Goal of the exercise: From the first line down to the one containing "const poly = rows", reproduce the entries below exactly and leave out the pictures.

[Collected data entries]
——
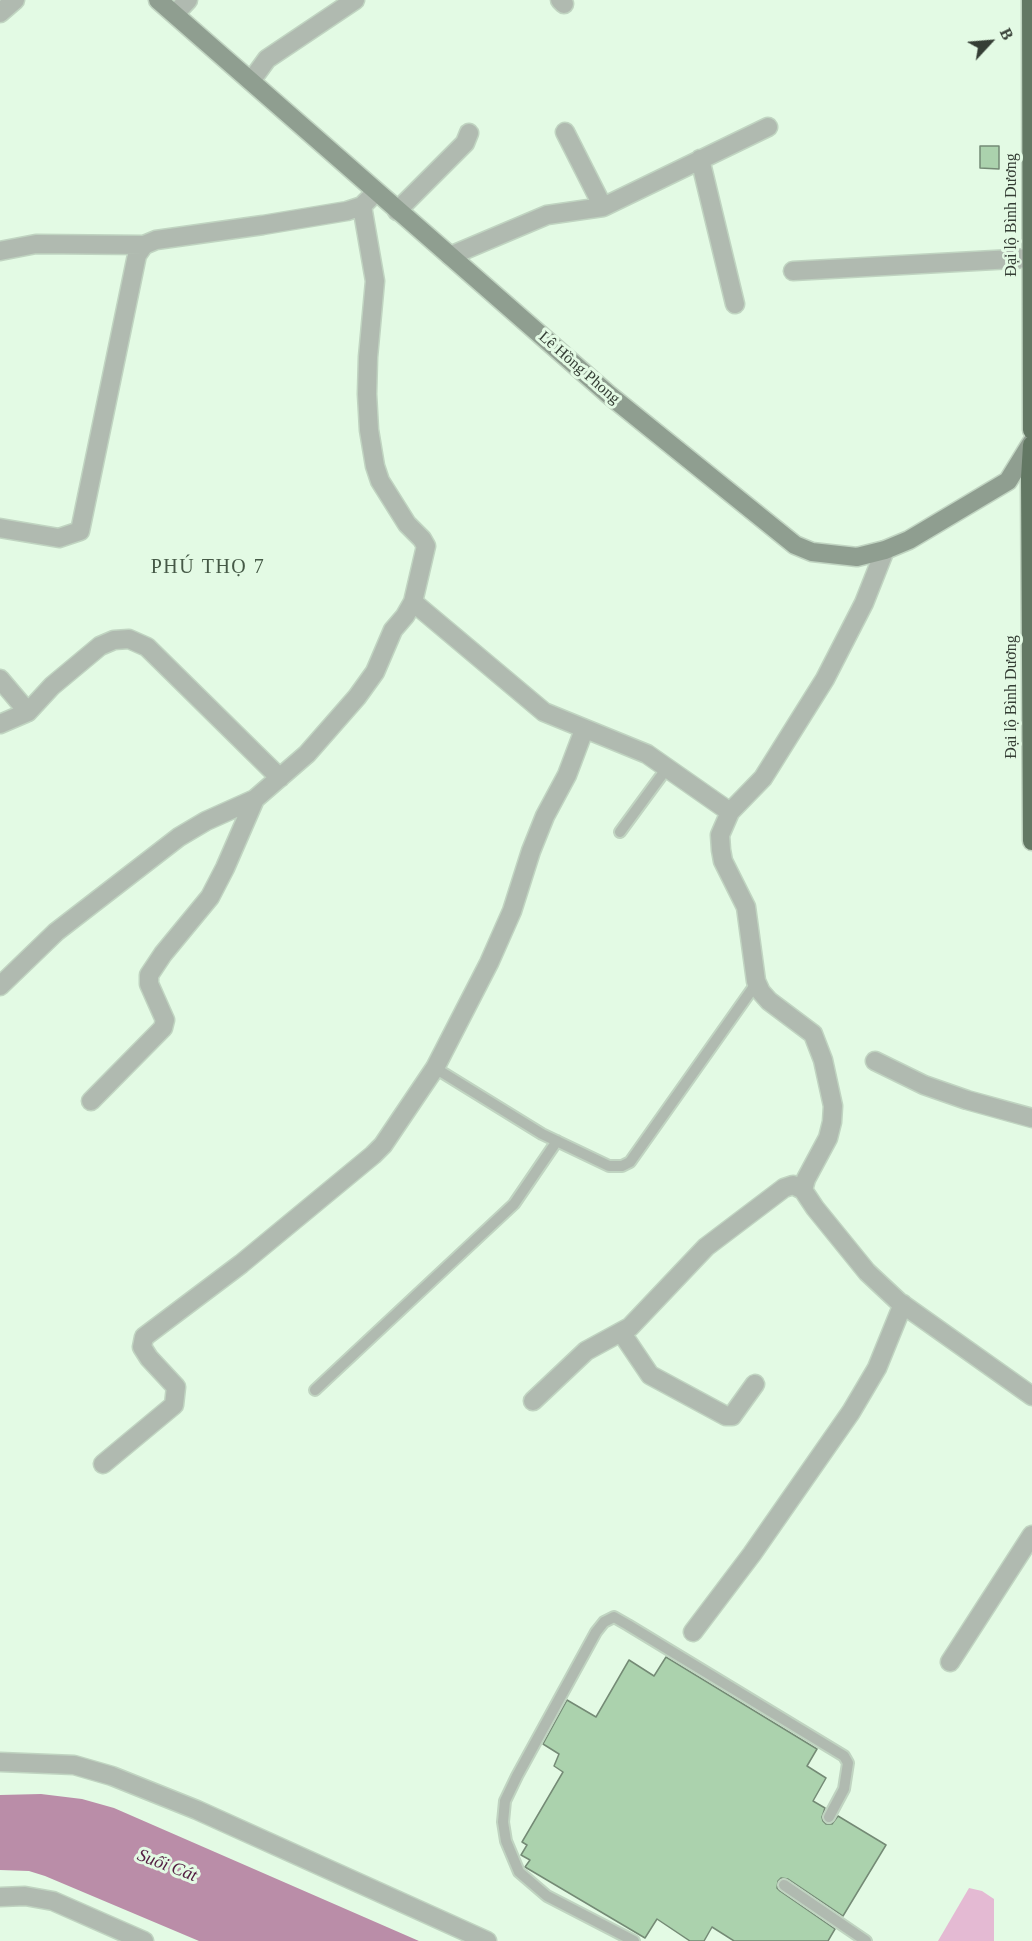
<!DOCTYPE html>
<html>
<head>
<meta charset="utf-8">
<style>
	body { margin:0 }
	#map { position:relative; width:1032px; height:1941px; overflow:hidden; background:#e3fae4; font-family:Georgia,serif }
	canvas { display:block }
	.north { position:absolute; left:960px; top:12px; width:60px; height:60px; -webkit-text-stroke:4px #e3fae4; paint-order:stroke; rotate:64deg; font-size:16px; font-weight:700; line-height:24px; text-align:center; color:#353e35 }
	.north::after { content:''; display:block; margin:auto; width:21px; height:27px; background:#353e35; clip-path:polygon(50% 0,100% 100%,50% 72%,0 100%) }
</style>
</head>
<body>
<div id="map">
<canvas width="1032" height="1941"></canvas>
<div class="north">B</div>
</div>
<script>
const context = document.querySelector('canvas').getContext('2d');
context.lineJoin = 'round';
function fillPath(path, color) { context.fillStyle = color; context.fill(path, 'evenodd'); }
const poly = rows => new Path2D(rows.map(r => 'M' + r).join(''));
function trace(path, color, width, dash) { context.strokeStyle = color; context.lineWidth = width; context.lineCap = dash ? 'butt' : 'round'; context.setLineDash(dash || []); context.stroke(path); }
function label(font, color, halo, rows, align = 'center') {
  context.font = font + ' Georgia,serif'; context.lineWidth = 6; context.setLineDash([]); context.textBaseline = 'middle'; context.strokeStyle = halo; context.fillStyle = color; for (const [text, x, y, turn = 0] of rows) {
    context.save(); context.translate(x, y); context.rotate((+turn || 0) * Math.PI / 180); context.textAlign = isNaN(turn) ? turn : align; if (halo) context.strokeText(text, 0, 0); context.fillText(text, 0, 0); context.restore();
  }
}
const green = poly([
	[969,1888,982,1891,994,1899,994,1941,938,1941]
]);
const water = poly([
	[41,1794,82,1799,114,1808,419,1941,199,1941,45,1876,29,1871,0,1870,0,1795]
]);
const building = poly([
	[980,146,999,146,999,169,980,168,980,146],
	[666,1657,817,1749,807,1766,826,1778,813,1801,825,1808,822,1817,823,1821,826,1824,832,1824,838,1816,886,1845,843,1916,788,1879,781,1878,778,1881,777,1888,780,1891,835,1929,828,1941,734,1941,712,1927,704,1941,690,1941,657,1919,645,1938,525,1867,530,1860,521,1855,527,1845,522,1842,563,1772,554,1766,559,1754,543,1744,567,1700,596,1717,629,1660,654,1676,666,1657]
]);
const lane = poly([
	[620,832,667,768],
	[435,1068,542,1134,609,1166,622,1166,630,1162,753,988,758,986],
	[315,1390,514,1204,557,1141],
	[784,1885,866,1941],
	[634,1941,547,1896,519,1872,506,1841,503,1822,505,1801,517,1776,596,1632,604,1622,614,1617,628,1625,844,1756,848,1763,844,1789,829,1817]
]);
const street = poly([
	[560,0,564,4],
	[0,13,15,0],
	[175,14,188,0],
	[251,81,267,59,355,0],
	[565,132,603,207],
	[700,159,735,304],
	[397,211,465,143,469,133],
	[0,251,36,244,144,245],
	[450,256,547,215,603,207,768,127],
	[793,271,1031,258],
	[0,528,59,538,80,531,137,255,144,245,156,240,263,225,347,211,362,206,370,198],
	[413,602,544,712,647,754,730,812,763,778,825,679,864,603,885,550],
	[0,679,28,712],
	[0,724,28,712,52,686,100,646,114,640,129,639,147,647,280,778],
	[730,812,720,835,721,850,723,861,746,907,756,981,761,992,769,1001,813,1034,823,1060,833,1106,832,1122,828,1138,806,1179,803,1190,815,1208,867,1272,898,1301,1032,1396],
	[0,986,56,932,179,837,206,821,255,799,307,754,357,697,375,672,393,630,405,616,413,602,426,546,422,539,407,524,380,481,375,466,369,430,367,394,368,357,375,281,362,206],
	[875,1061,924,1085,967,1100,1032,1118],
	[91,1101,163,1028,165,1020,149,984,149,975,163,954,210,897,225,868,255,799],
	[621,1332,650,1375,726,1416,732,1416,755,1384],
	[533,1401,586,1351,630,1327,706,1247,784,1188,793,1185,803,1190],
	[103,1464,174,1405,176,1387,149,1358,142,1347,144,1337,241,1264,373,1155,383,1145,435,1068,489,963,512,911,531,851,545,816,567,775,584,730],
	[693,1632,752,1554,851,1412,877,1368,903,1304],
	[950,1662,1032,1535],
	[0,1762,74,1765,112,1776,197,1810,487,1941],
	[0,1897,25,1896,53,1901,144,1941]
]);
const secondary = poly([
	[158,0,608,394,795,545,812,552,857,557,885,550,909,540,1008,481,1032,442]
]);
const highway = poly([
	[1031,0,1032,430],
	[1032,445,1030,478,1032,841]
]);
const streetNames = [
	["Đại lộ Bình Dương",1012,215,-90],
	["Lê Hồng Phong",579,368,41],
	["Đại lộ Bình Dương",1012,697,-90]
];
const waterNames = [
	["Suối Cát",167,1866,21]
];
const quarterNames = [
	["PHÚ THỌ 7",208,568]
];
fillPath(green, '#e4bad3');
fillPath(water, '#ba8da8');
fillPath(building, '#abd2ad');
trace(building, '#748a75', 1.5);
trace(lane, '#c0d4c1', 14);
trace(street, '#c0d4c1', 21);
trace(secondary, '#c0d4c1', 21);
trace(highway, '#c0d4c1', 21);
trace(lane, '#b0bab0', 10);
trace(street, '#b0bab0', 18);
trace(secondary, '#8f9e90', 18);
trace(highway, '#637864', 18);
label('16px', '#353e35', '#e3fae4', streetNames);
label('italic 18px', '#531c41', '#e3fae4', waterNames);
context.letterSpacing = '1.5px';
label('20px', '#455946', '#e3fae4', quarterNames);
context.letterSpacing = '0px';
</script>
</body>
</html>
——
Response to the exercise:
<!DOCTYPE html>
<html>
<head>
<meta charset="utf-8">
<style>
	body { margin:0 }
	#map { position:relative; width:1032px; height:1941px; overflow:hidden; background:#e3fae4; font-family:Georgia,serif }
	canvas { display:block }
	.north { position:absolute; left:960px; top:12px; width:60px; height:60px; -webkit-text-stroke:4px #e3fae4; paint-order:stroke; rotate:64deg; font-size:16px; font-weight:700; line-height:24px; text-align:center; color:#353e35 }
	.north::after { content:''; display:block; margin:auto; width:21px; height:27px; background:#353e35; clip-path:polygon(50% 0,100% 100%,50% 72%,0 100%) }
</style>
</head>
<body>
<div id="map">
<canvas width="1032" height="1941"></canvas>
<div class="north">B</div>
</div>
<script>
const context = document.querySelector('canvas').getContext('2d');
context.lineJoin = 'round';
function fillPath(path, color) { context.fillStyle = color; context.fill(path, 'evenodd'); }
const poly = rows => new Path2D(rows.map(r => 'M' + r).join(''));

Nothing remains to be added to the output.